> [Task prompt]: Make an exact copy of the lines from the top of the entries below through the line with "position:absolute; right:21px; bottom:21px;". Leave all pictures out.

> [Records to process]:
== Segment start ==
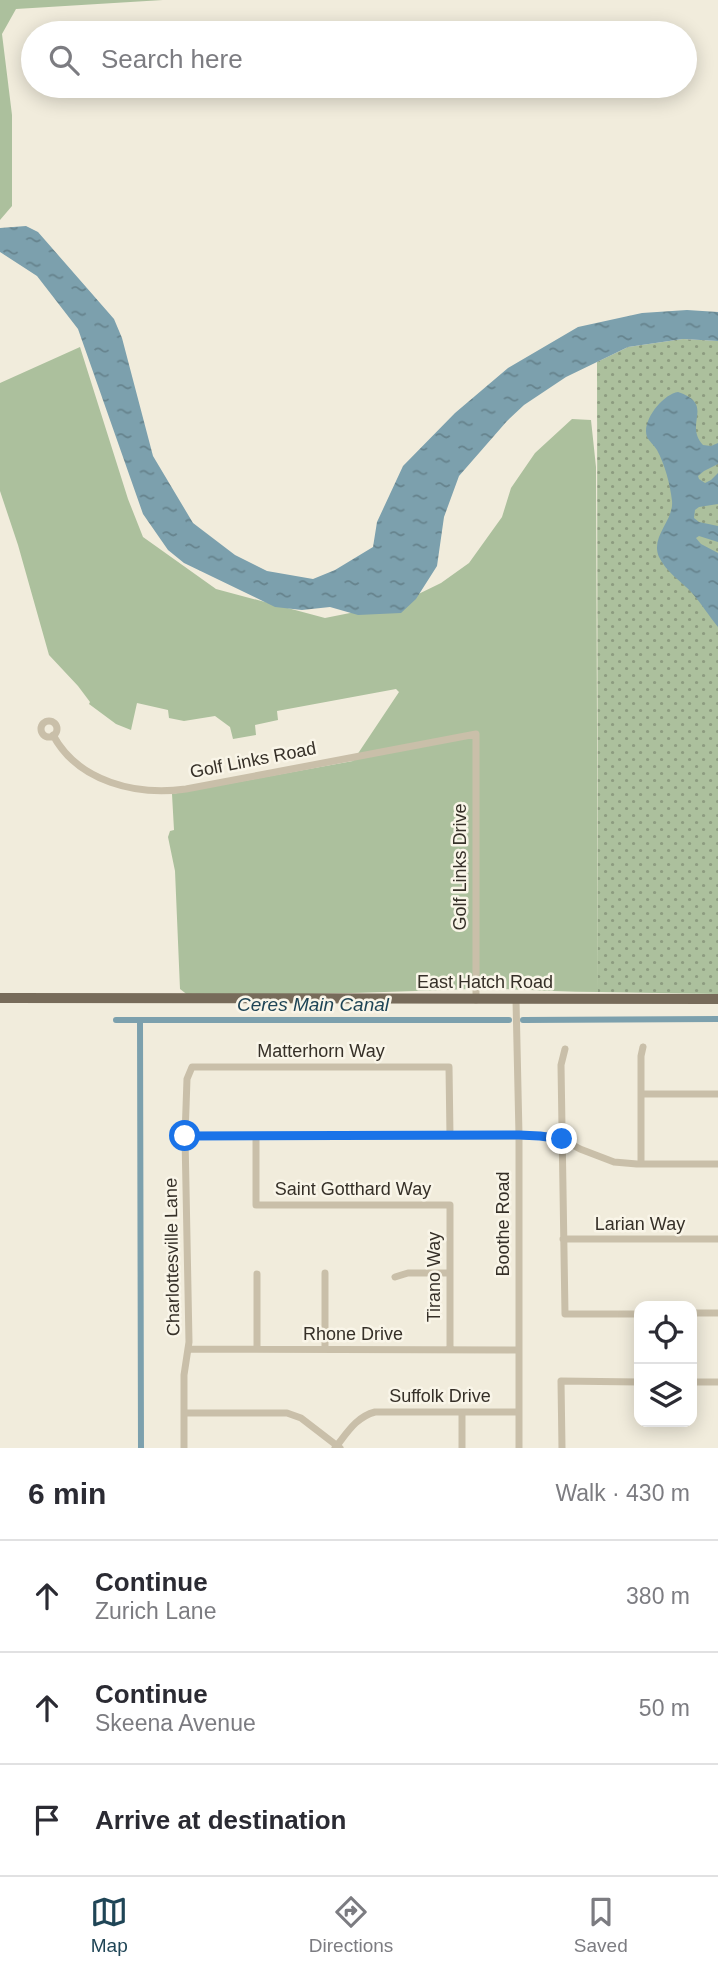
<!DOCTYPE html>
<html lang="en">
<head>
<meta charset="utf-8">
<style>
  body { margin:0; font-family:Helvetica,sans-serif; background:#f2f2f3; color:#2b2b33 }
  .controls { position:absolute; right:21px; bottom:21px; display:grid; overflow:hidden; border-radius:14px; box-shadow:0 4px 18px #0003 }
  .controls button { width:63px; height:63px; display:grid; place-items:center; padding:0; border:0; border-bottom:2px solid #e1e1e2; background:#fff; color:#2b2b33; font:35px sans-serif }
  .stop { position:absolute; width:21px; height:21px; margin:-16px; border:5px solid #1a73e8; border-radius:50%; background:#fff }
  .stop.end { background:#1a73e8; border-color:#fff; box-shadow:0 2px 7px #0008 }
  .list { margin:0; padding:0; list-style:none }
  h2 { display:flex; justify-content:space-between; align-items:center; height:91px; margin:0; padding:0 28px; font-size:30px }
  h2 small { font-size:23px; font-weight:400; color:#7c7c81 }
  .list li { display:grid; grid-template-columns:46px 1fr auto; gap:21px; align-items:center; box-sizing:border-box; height:112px; padding:0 28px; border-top:2px solid #e1e1e2 }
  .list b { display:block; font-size:26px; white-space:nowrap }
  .list p { margin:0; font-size:23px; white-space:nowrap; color:#7c7c81 }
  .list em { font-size:23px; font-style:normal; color:#7c7c81 }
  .icon { flex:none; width:38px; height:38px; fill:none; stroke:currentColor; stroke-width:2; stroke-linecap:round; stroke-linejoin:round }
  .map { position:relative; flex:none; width:718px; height:1448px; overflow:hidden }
  .search { position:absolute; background:#fff; box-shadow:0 4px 18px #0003; left:21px; right:21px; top:21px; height:77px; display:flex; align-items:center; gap:18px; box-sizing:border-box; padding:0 24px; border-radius:38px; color:#7c7c81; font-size:26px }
  .sheet { height:427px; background:#fff }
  nav { display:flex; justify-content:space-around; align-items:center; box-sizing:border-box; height:98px; border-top:2px solid #e1e1e2; background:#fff; font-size:19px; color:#7c7c81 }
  nav a { display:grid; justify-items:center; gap:4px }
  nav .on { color:#1f4556 }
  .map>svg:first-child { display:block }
</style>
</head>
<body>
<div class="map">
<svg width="718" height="1448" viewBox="0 0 718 1448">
  <defs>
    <pattern id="park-dots" width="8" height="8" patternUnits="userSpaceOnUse" patternTransform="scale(1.75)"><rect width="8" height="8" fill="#acc09d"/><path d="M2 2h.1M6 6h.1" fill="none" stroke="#8d9c80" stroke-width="1.8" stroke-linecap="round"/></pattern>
    <pattern id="water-ripples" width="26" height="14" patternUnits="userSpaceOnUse" patternTransform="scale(1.75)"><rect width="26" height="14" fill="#7ca0ad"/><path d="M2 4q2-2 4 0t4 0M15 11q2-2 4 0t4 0" fill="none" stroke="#66838d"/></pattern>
  </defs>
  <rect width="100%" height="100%" fill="#f1ecdc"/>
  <!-- grass -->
  <path fill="#acc09d" d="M0 0H163L16 9 2 34 12 115V206L0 220Z
    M80 347 128 499 143 537 216 589 325 618 400 603 441 583 469 563 502 517 511 488 535 453 572 419 591 420 596 467 598 992C555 992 512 988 469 989 375 993 282 995 189 996L180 989 175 871 168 837 170 831 174 830 172 794 353 761 399 692 396 689 277 711 278 720 255 725 256 735 233 739 230 727 215 716 184 721 169 718 168 710 137 703 131 730 116 724 89 704 90 702 78 686 49 655 18 545 0 491V383Z"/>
  <!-- park -->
  <path fill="url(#park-dots)" d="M683 339 718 341V994L598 992 597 362 628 347Z"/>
  <!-- water -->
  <path fill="url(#water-ripples)" d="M26 226 38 232 114 319 122 338 153 456 193 523 235 555 267 571 313 579 335 570 373 547 377 522 403 466 455 413 508 368 578 327 642 313 687 310 718 312V341L683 339 628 347 566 377 524 405 507 421 459 476 444 517 437 566 416 599 401 613 358 615 330 607 302 610 275 607 184 563 168 550 143 514 78 329 37 276 0 252V228Z
    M678 392C716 405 683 423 703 445L711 446 718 443V464L704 471 698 476 699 479 705 483 711 480 718 473V504L699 507 695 510 694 518 699 522 718 526V542L699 536 696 538 701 544 718 553V627C709 616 701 603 692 593 681 581 666 572 659 557 650 536 674 521 672 501 670 484 665 465 657 450 654 445 649 441 647 437 641 421 663 394 678 392Z"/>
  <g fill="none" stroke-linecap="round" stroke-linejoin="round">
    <!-- canal -->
    <path stroke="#7ca0ad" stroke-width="6" d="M116 1020H509
      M140 1020 141 1448
      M523 1020 718 1019"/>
    <!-- street -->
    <path stroke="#c9bfa9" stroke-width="7" d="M41 729a8 8 0 1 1 16 0a8 8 0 1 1-16 0Z
      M53 735C78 782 137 796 186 789L476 734V1000
      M516 1000 519 1135V1448
      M565 1049 561 1065 565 1314H639
      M641 1094H718
      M185 1136H540L562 1139 580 1149 614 1162 637 1164H718
      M256 1136V1205H450V1350
      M641 1164V1056L643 1047
      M563 1239H718
      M325 1273V1349
      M395 1277 408 1273H450
      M692 1313H718
      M189 1349 518 1350
      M257 1349V1274
      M692 1382H718
      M462 1412V1448
      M184 1413H287L301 1418 340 1448
      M184 1448V1375L189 1342 185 1136 187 1079 192 1067H449L450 1136
      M335 1448C347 1433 356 1417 375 1412H518
      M562 1448 561 1381 639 1382"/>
    <!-- primary -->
    <path stroke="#776b5a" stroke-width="10" d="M0 998 718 999"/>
  </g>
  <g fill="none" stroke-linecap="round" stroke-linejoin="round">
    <!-- route -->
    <path stroke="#1a73e8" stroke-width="9" d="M185 1136 519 1135 540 1136 562 1139"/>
  </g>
  <g text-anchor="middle" stroke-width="5" stroke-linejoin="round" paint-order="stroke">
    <!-- street labels -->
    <g font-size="18" fill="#363028" stroke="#f9f5e8">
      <text transform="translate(253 760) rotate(-11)" y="6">Golf Links Road</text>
      <text transform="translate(460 867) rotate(-90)" y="6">Golf Links Drive</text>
      <text x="485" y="988">East Hatch Road</text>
      <text x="321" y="1057">Matterhorn Way</text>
      <text x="353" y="1195">Saint Gotthard Way</text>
      <text transform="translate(503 1224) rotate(-90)" y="6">Boothe Road</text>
      <text x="640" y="1230">Larian Way</text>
      <text transform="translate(172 1257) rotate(-91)" y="6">Charlottesville Lane</text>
      <text transform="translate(434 1277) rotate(-90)" y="6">Tirano Way</text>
      <text x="353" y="1340">Rhone Drive</text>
      <text x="440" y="1402">Suffolk Drive</text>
    </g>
    <!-- water labels -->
    <g font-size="19" font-style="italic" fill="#1f4556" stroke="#f9f5e8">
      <text x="313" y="1011">Ceres Main Canal</text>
    </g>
  </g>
</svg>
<div class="controls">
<button><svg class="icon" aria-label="locate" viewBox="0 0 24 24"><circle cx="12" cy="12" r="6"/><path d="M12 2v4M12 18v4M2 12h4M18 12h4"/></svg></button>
<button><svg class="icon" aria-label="layers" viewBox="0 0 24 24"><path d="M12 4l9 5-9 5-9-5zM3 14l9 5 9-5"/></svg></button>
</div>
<div class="stop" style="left:185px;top:1136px"></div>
<div class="stop end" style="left:562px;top:1139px"></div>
<div class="search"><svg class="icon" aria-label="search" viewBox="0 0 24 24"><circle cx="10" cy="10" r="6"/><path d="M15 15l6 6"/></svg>Search here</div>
</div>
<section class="sheet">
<h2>6 min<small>Walk · 430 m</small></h2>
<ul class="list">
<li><svg class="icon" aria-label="ahead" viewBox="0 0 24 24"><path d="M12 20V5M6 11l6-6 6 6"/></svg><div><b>Continue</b><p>Zurich Lane</p></div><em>380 m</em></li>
<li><svg class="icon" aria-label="ahead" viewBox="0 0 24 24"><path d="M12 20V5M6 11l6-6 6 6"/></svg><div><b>Continue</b><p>Skeena Avenue</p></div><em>50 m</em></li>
<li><svg class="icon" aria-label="arrive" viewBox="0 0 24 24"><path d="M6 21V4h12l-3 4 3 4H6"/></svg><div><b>Arrive at destination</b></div></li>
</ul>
</section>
<nav>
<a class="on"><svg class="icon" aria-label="map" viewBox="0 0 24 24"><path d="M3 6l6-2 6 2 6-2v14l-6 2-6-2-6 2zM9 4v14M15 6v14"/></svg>Map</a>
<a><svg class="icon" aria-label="directions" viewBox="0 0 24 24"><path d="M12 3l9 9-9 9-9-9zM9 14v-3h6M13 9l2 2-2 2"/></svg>Directions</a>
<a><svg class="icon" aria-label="saved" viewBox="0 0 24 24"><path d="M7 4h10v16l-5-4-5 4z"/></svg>Saved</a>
</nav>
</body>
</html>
== Segment end ==
> [Reply]:
<!DOCTYPE html>
<html lang="en">
<head>
<meta charset="utf-8">
<style>
  body { margin:0; font-family:Helvetica,sans-serif; background:#f2f2f3; color:#2b2b33 }
  .controls { position:absolute; right:21px; bottom:21px; display:grid; overflow:hidden; border-radius:14px; box-shadow:0 4px 18px #0003 }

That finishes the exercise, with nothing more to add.